OCEAN CITY — While the effort to develop an offshore wind energy farm just 30 miles off the coast of Ocean City continues to plod steadily forward, a new study released last week suggests offshore wind farms of a considerably greater size than the one proposed off Maryland’s coast could significantly lessen the power and mitigate the damage caused by hurricanes and other major coastal storms.

Late last year, the federal Bureau of Ocean Energy Management (BOEM) announced the lease of Maryland’s designated Wind Energy Area, an 80,000 acre tract of open ocean roughly 10 to 30 miles off the coast of Ocean City would be put out for bid early in 2014. Already, one major player, Virginia-based Dominion Energy, announced its intention to bid on Maryland’s wind energy area and others are expected to soon follow suit.
Just last week, a study released by Stanford University, in partnership with the University of Delaware, suggests offshore wind farms with thousands of turbines, could siphon away the energy from hurricanes and coastal storms and significantly reduce peak wind speeds and lower storm surges. Noted Stanford civil and environmental engineering professor Mark Jacobson conducted the research with the help of University of Delaware professors Cristina Archer and Willett Kempton.

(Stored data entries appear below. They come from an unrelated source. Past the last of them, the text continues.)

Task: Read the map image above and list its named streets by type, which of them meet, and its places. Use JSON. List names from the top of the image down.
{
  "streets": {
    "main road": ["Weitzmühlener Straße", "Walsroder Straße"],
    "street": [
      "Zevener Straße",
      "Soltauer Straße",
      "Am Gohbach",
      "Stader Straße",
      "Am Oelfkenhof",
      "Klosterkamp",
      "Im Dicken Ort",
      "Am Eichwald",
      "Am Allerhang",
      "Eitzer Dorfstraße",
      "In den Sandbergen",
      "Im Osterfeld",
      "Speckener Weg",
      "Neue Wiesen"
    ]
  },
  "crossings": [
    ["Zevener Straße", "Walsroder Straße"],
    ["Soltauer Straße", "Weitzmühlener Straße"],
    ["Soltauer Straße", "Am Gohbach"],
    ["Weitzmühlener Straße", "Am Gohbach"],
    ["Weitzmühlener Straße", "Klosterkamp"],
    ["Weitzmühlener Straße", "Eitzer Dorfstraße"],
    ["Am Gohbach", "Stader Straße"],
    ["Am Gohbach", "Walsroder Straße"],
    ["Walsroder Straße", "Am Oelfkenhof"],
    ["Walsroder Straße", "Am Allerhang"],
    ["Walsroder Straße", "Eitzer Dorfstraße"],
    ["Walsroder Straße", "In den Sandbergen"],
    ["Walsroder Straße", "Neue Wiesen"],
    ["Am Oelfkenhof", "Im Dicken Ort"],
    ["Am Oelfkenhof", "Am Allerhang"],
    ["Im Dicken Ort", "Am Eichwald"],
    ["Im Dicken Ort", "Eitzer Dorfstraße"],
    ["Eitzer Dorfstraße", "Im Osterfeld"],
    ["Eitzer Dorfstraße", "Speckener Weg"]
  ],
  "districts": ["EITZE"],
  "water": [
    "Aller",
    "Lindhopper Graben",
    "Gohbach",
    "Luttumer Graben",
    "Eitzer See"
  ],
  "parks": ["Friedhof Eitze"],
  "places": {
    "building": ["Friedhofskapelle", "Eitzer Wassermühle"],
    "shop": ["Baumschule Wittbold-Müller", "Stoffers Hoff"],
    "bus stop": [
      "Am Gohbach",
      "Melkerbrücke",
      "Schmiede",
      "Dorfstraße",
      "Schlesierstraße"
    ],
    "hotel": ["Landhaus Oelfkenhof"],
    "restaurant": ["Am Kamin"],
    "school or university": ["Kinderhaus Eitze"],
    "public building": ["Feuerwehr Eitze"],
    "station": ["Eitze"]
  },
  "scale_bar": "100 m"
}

During the study, a computer model simulated the potential impact of a vast offshore wind energy farm stretching for miles on a major hurricane bearing down on the coast. The model simulated Hurricane Sandy in 2012 and Hurricane Katrina in 2005 and determined the presence of a significant wind energy farm off the mid-Atlantic coast and the Gulf coast respectively could have reduced wind speeds by as much as 92 percent and storm surge along the coast of up to 79 percent.

It’s important to note the Stanford study simulated a wind energy farm with thousands of turbines lined up for several miles along the coast. However, the proposed offshore wind energy farm off the coast of Ocean City would likely have less than 100 turbines and possibly as few as 40. However, the study has relevance locally if a vast network of offshore wind energy farms all along the East Coast is considered. Currently, wind energy farm projects in Virginia and Delaware are slightly ahead of Maryland’s proposed project.

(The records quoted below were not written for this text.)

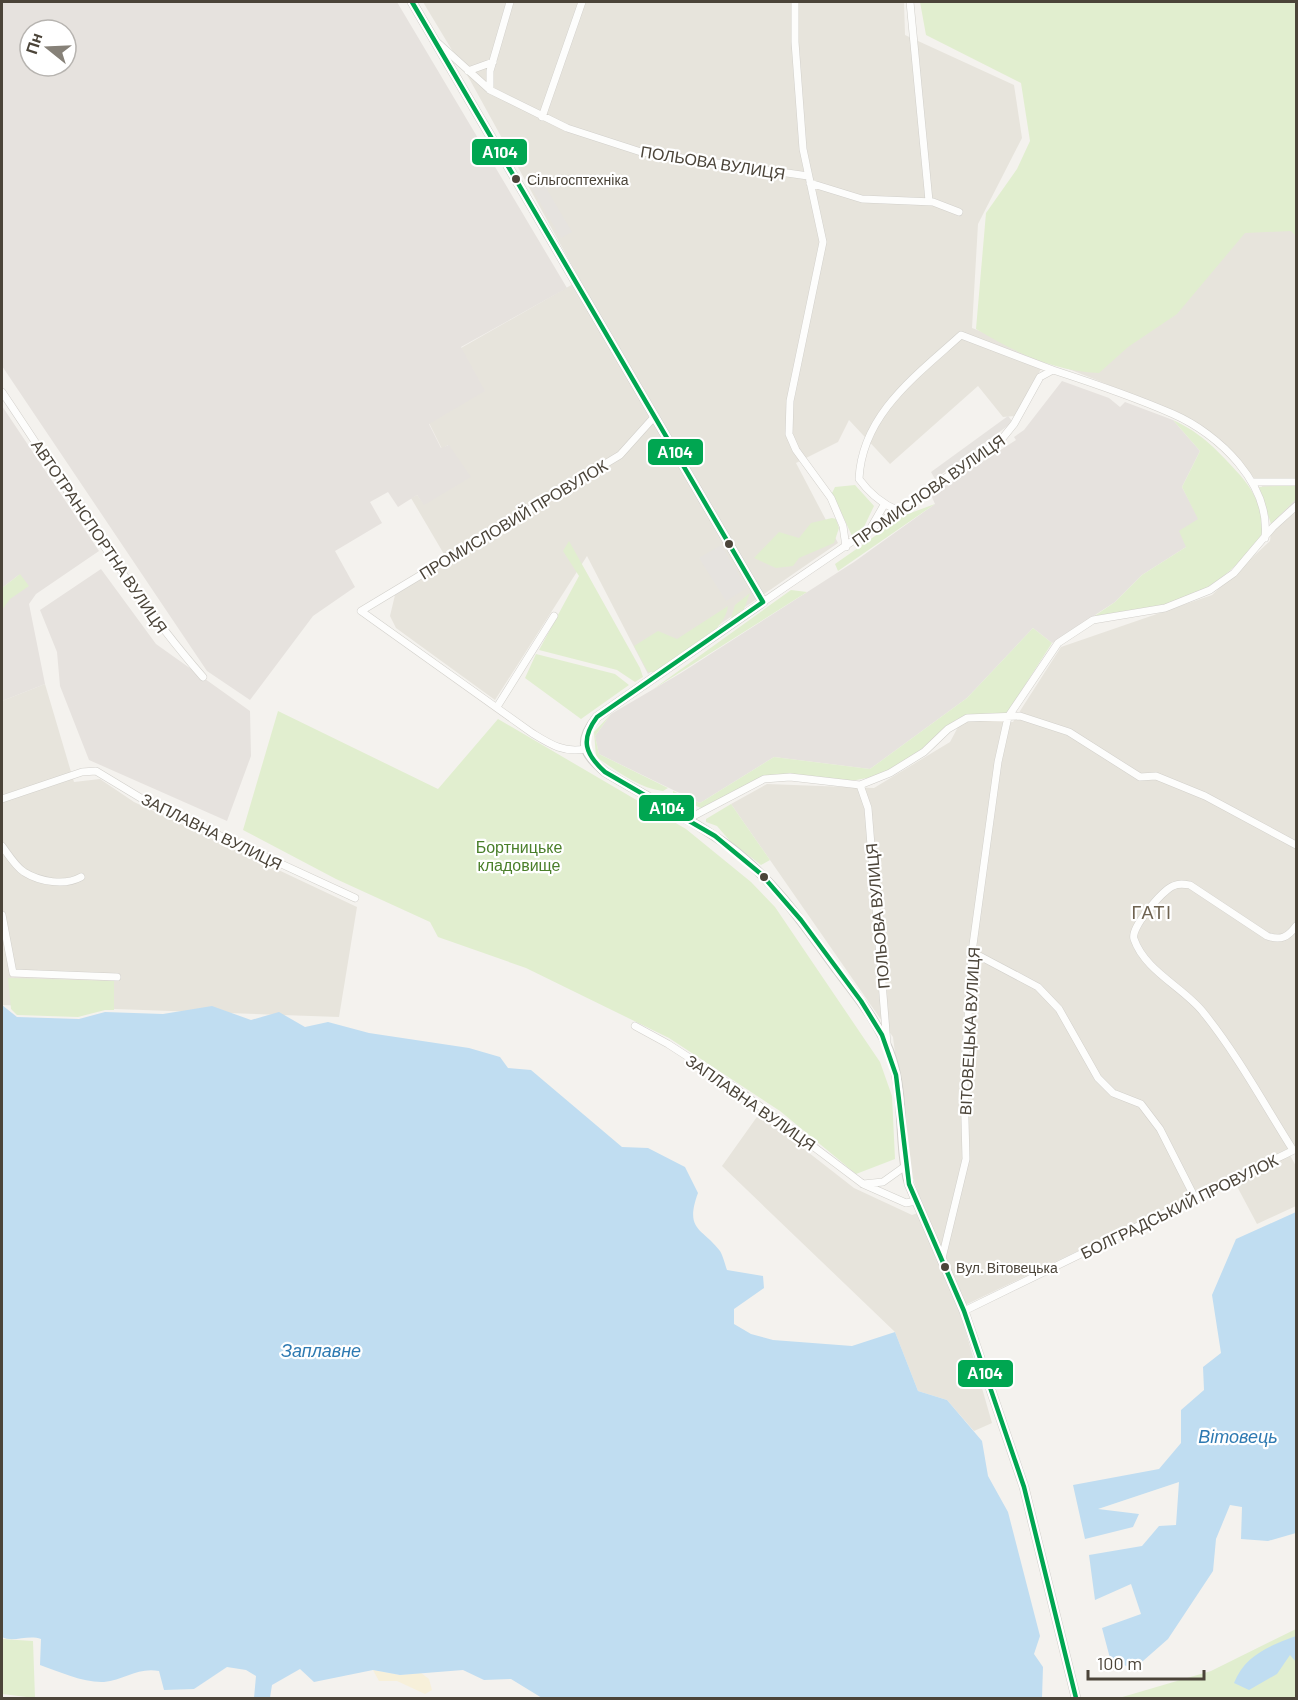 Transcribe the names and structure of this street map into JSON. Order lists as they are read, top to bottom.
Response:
{
  "streets": {
    "street": [
      "ПОЛЬОВА ВУЛИЦЯ",
      "ПРОМИСЛОВА ВУЛИЦЯ",
      "ПРОМИСЛОВИЙ ПРОВУЛОК",
      "АВТОТРАНСПОРТНА ВУЛИЦЯ",
      "ЗАПЛАВНА ВУЛИЦЯ",
      "ВІТОВЕЦЬКА ВУЛИЦЯ",
      "БОЛГРАДСЬКИЙ ПРОВУЛОК"
    ]
  },
  "crossings": [
    ["ПОЛЬОВА ВУЛИЦЯ", "ПРОМИСЛОВА ВУЛИЦЯ"]
  ],
  "districts": ["ГАТІ"],
  "water": ["Заплавне", "Вітовець"],
  "parks": ["Бортницьке кладовище"],
  "places": ["Сільгосптехніка", "Вул. Вітовецька"],
  "lines": ["transit line А104"],
  "scale_bar": "100 m",
  "north": "left"
}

“We found that when wind turbines are present, they slow down the outer rotation of winds of a hurricane,” said Jacobson. “This feeds back to decrease wave height, which reduces movement of air toward the center of the hurricane, increasing the central pressure, which, in turn, slows the winds of the entire hurricane and dissipates it faster.”

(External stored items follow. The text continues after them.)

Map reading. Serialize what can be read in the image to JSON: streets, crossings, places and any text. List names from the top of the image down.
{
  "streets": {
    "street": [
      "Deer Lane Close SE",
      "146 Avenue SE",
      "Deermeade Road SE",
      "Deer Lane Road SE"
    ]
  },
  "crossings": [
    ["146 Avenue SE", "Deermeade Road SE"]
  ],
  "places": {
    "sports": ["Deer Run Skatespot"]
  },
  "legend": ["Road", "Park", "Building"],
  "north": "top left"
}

For Hurricane Katrina, the study’s model predicted the presence of a vast offshore wind energy farm off the Gulf Coast would have resulted in a wind speed reduction of as high was 98 miles per hour and a 79-percent decrease in storm surge. The figures generated for Sandy were less pronounced with wind speed reductions of up to 87 miles per hour and storm surge reductions as high as 34 percent.

In the study, Jacobson acknowledged there was some resistance in the U.S. to installing even a few hundred wind turbines, much less than the thousands outlined in the study. However, the environmental and energy efficiency benefits coupled with the added benefit of potential storm force reductions should stimulate future development, he said.

“The turbines will also reduce damage if a hurricane comes through,” he said. “These factors, each on their own, reduce the cost to society of offshore turbines and should be sufficient to motivate their development.”